# [Try it]
In the entries that follow, find every line containing "text" and copy it.

--- Source material Enclosed Below ---

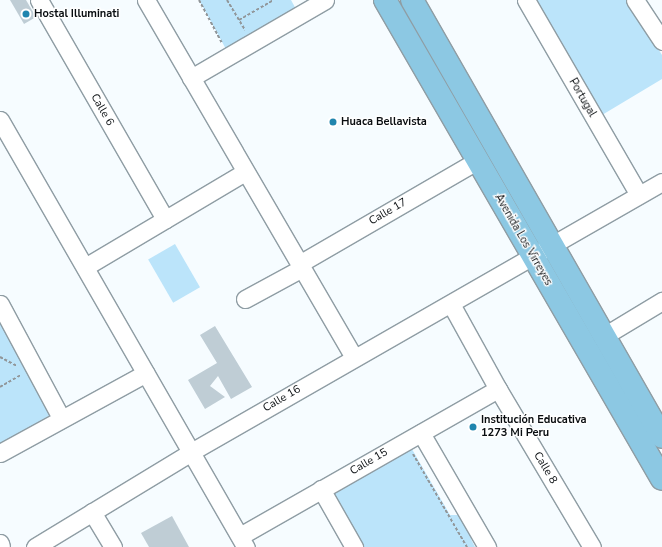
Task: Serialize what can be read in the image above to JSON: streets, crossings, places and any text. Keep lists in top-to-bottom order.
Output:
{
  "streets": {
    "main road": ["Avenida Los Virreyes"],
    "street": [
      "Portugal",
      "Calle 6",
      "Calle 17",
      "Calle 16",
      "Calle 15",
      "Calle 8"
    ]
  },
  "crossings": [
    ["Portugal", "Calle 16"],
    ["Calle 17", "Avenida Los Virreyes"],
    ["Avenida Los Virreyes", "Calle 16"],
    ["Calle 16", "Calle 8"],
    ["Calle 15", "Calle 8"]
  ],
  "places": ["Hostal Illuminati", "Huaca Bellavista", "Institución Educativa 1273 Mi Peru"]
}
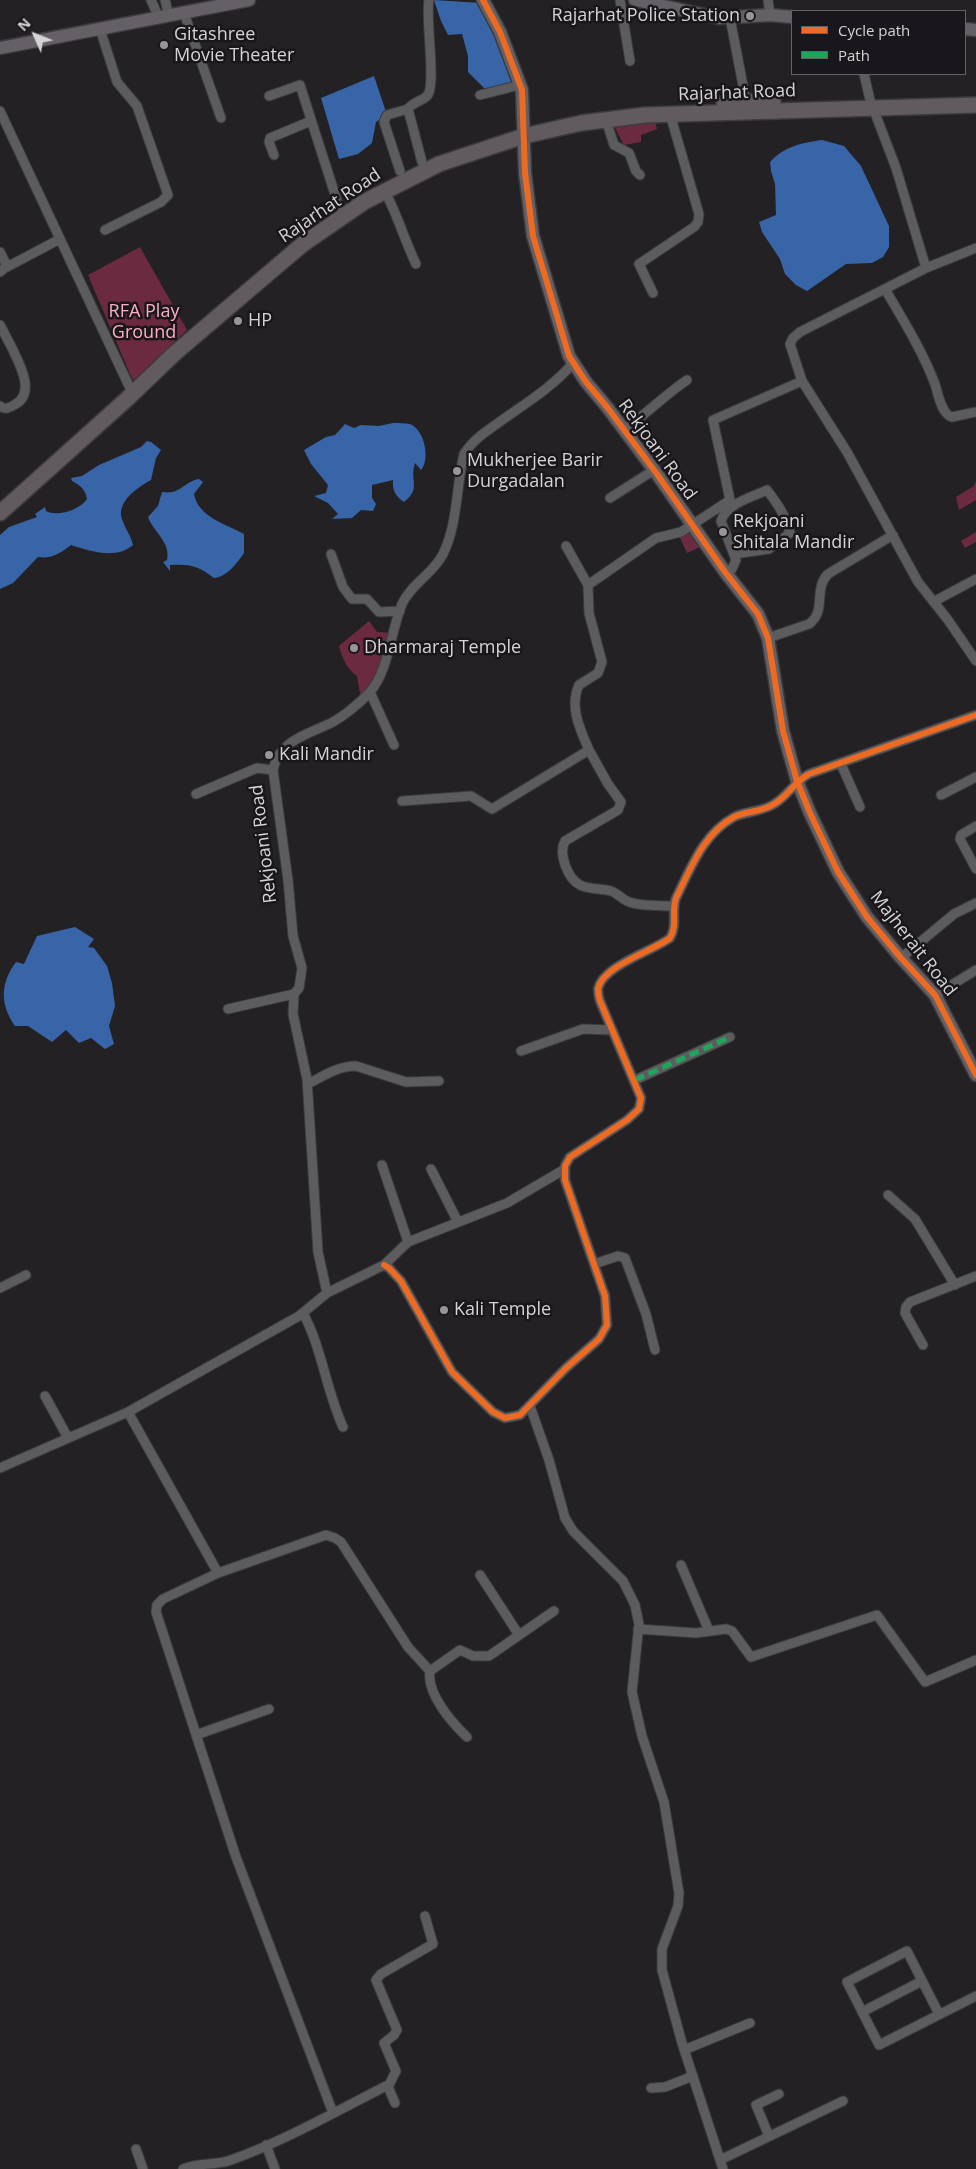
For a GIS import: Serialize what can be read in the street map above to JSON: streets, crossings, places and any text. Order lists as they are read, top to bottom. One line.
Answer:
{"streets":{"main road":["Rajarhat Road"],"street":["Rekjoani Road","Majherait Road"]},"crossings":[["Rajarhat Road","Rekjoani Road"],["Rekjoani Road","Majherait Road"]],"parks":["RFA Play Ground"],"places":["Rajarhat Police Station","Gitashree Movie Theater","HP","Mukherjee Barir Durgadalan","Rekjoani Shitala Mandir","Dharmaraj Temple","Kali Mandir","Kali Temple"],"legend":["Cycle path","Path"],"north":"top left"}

--- End of Enclosed Source material ---
--- Source material Enclosed Below ---

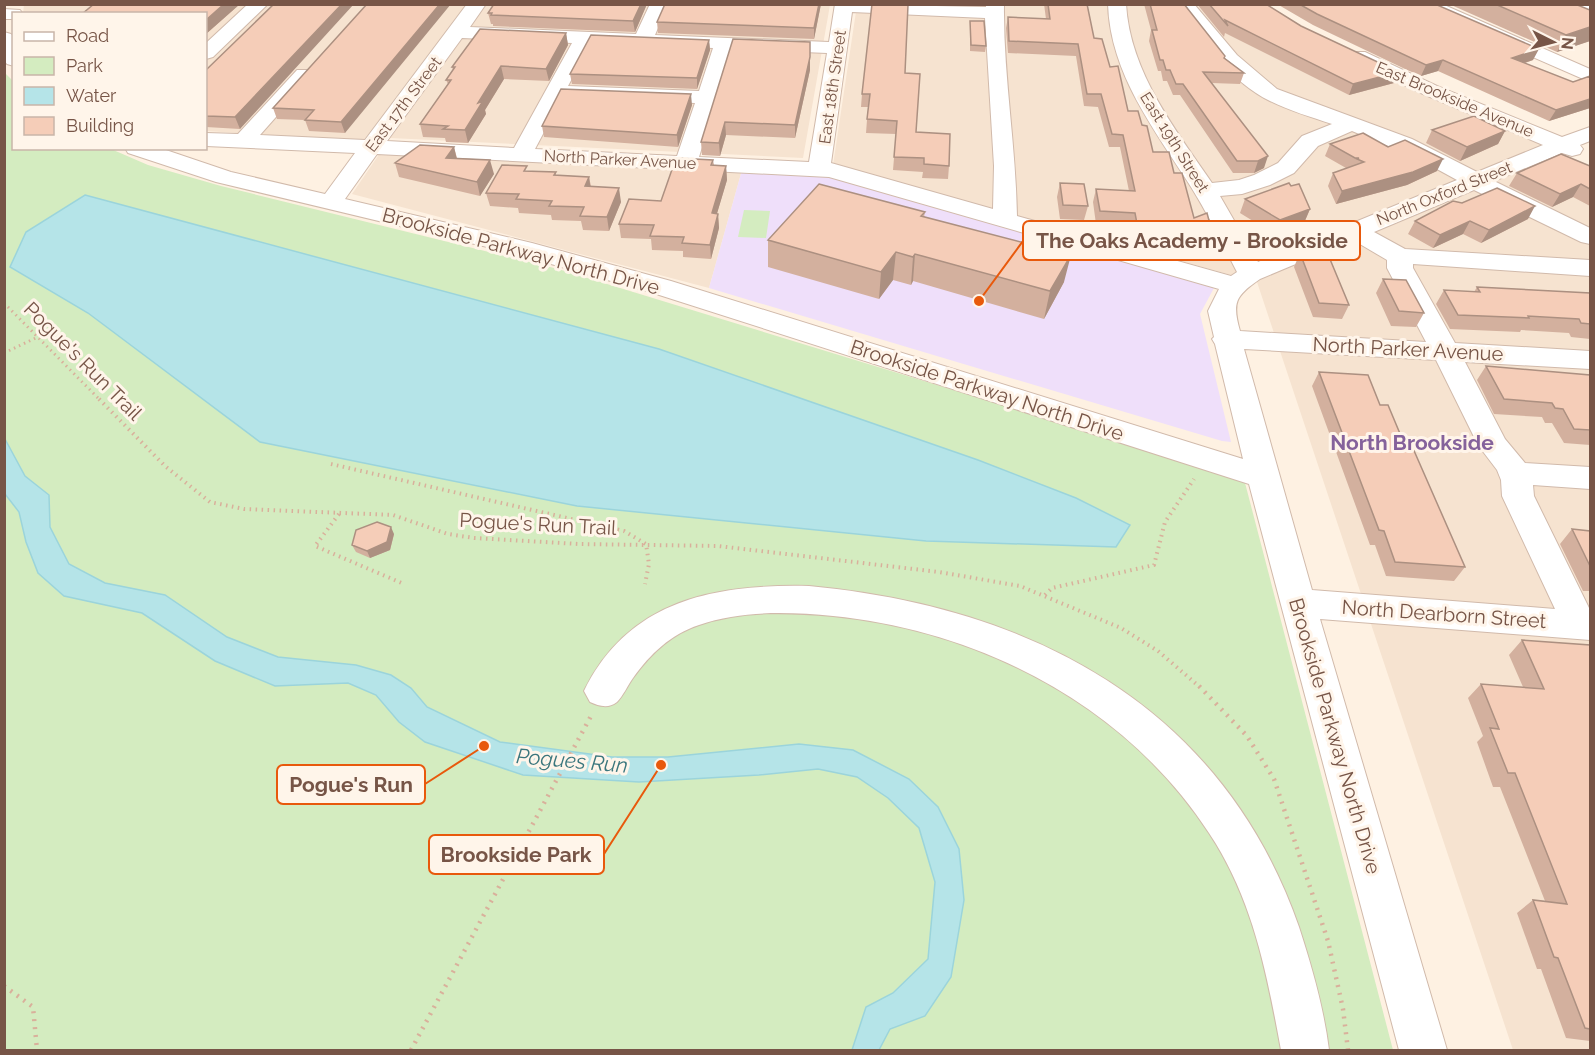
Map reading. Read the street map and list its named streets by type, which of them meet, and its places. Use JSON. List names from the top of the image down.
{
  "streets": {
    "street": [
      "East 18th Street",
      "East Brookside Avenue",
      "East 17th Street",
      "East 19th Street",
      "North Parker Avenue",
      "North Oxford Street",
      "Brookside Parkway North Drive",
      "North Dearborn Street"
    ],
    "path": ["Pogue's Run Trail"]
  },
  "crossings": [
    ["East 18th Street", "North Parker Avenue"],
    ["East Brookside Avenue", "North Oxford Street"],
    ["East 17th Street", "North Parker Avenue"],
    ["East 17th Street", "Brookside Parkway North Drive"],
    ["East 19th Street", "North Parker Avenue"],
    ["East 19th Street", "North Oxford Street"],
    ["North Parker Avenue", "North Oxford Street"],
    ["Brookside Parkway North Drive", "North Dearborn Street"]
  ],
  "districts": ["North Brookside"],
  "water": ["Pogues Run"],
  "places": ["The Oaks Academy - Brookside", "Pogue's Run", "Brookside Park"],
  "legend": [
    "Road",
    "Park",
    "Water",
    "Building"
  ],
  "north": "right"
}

--- End of Enclosed Source material ---
--- Source material Enclosed Below ---

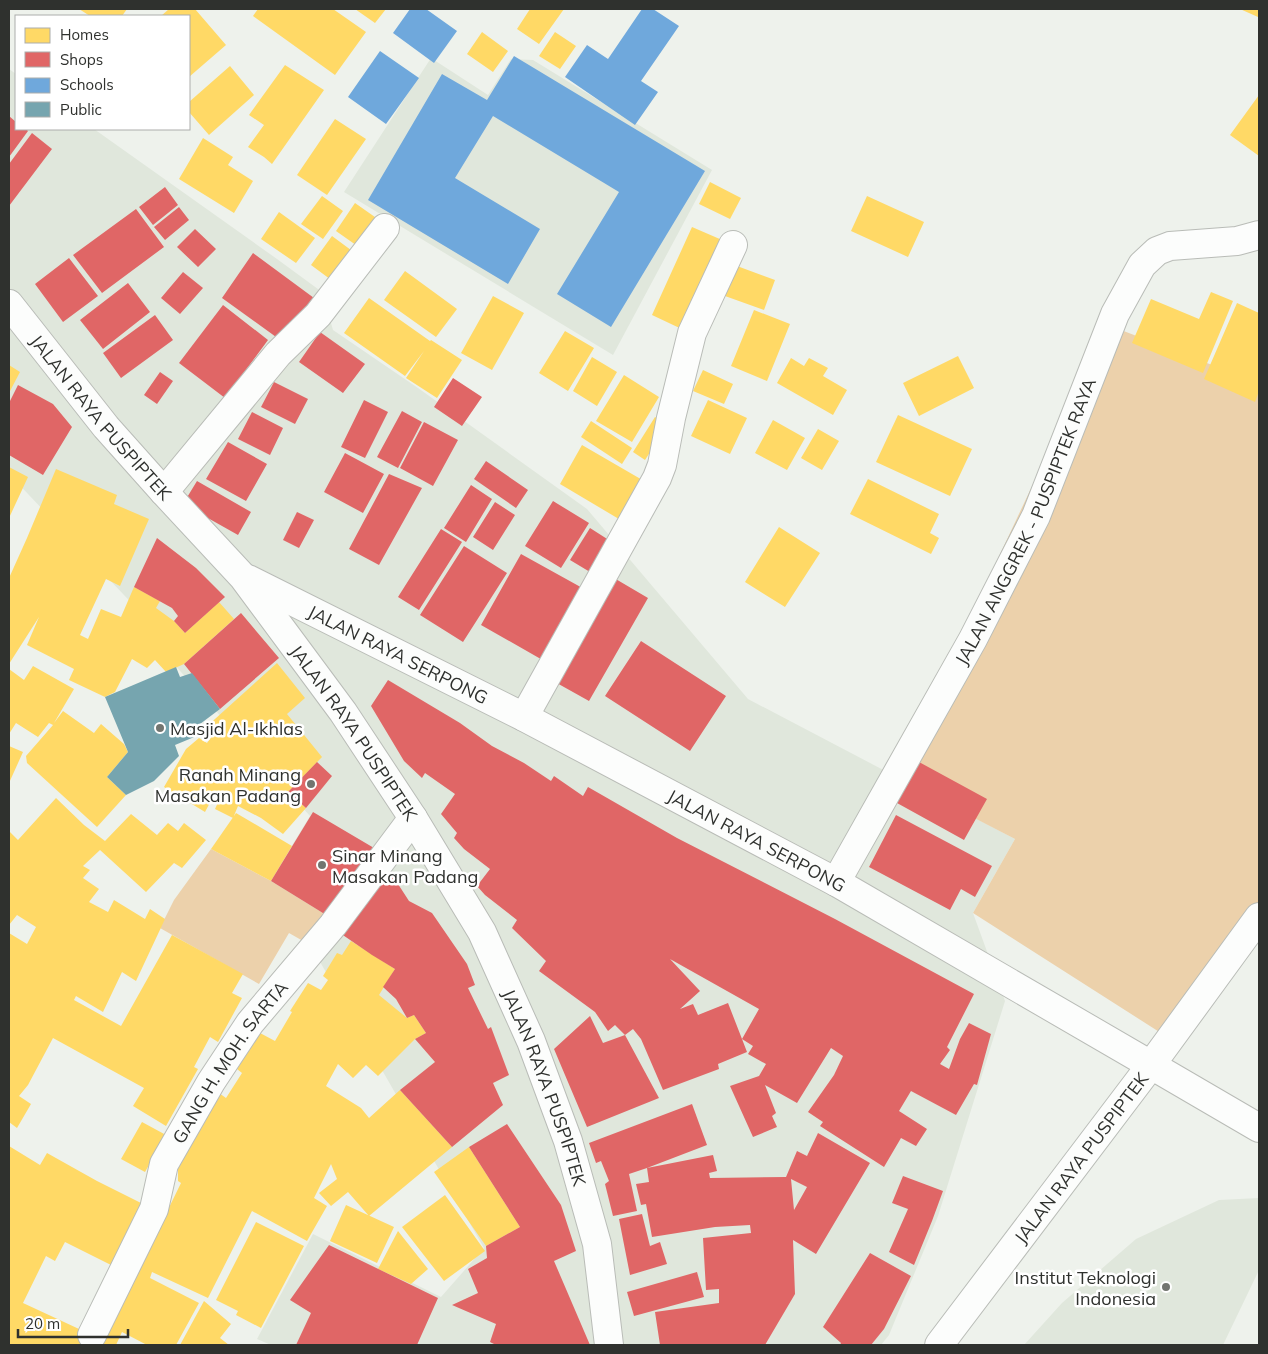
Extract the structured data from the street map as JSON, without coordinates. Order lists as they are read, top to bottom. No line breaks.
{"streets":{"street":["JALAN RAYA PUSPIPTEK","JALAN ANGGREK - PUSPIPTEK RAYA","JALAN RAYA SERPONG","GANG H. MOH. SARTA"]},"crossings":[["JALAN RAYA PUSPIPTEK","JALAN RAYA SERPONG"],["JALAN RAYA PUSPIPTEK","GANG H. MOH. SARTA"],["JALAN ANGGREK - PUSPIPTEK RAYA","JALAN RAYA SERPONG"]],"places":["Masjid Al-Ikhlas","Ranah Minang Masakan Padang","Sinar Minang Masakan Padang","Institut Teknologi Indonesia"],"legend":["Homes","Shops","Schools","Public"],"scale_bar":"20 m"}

--- End of Enclosed Source material ---

# [Output for this task]
Task: Serialize what can be read in the image above to JSON: streets, crossings, places and any text. Keep lists in top-to-bottom order.
For a GIS import: Serialize what can be read in the street map above to JSON: streets, crossings, places and any text. Order lists as they are read, top to bottom. One line.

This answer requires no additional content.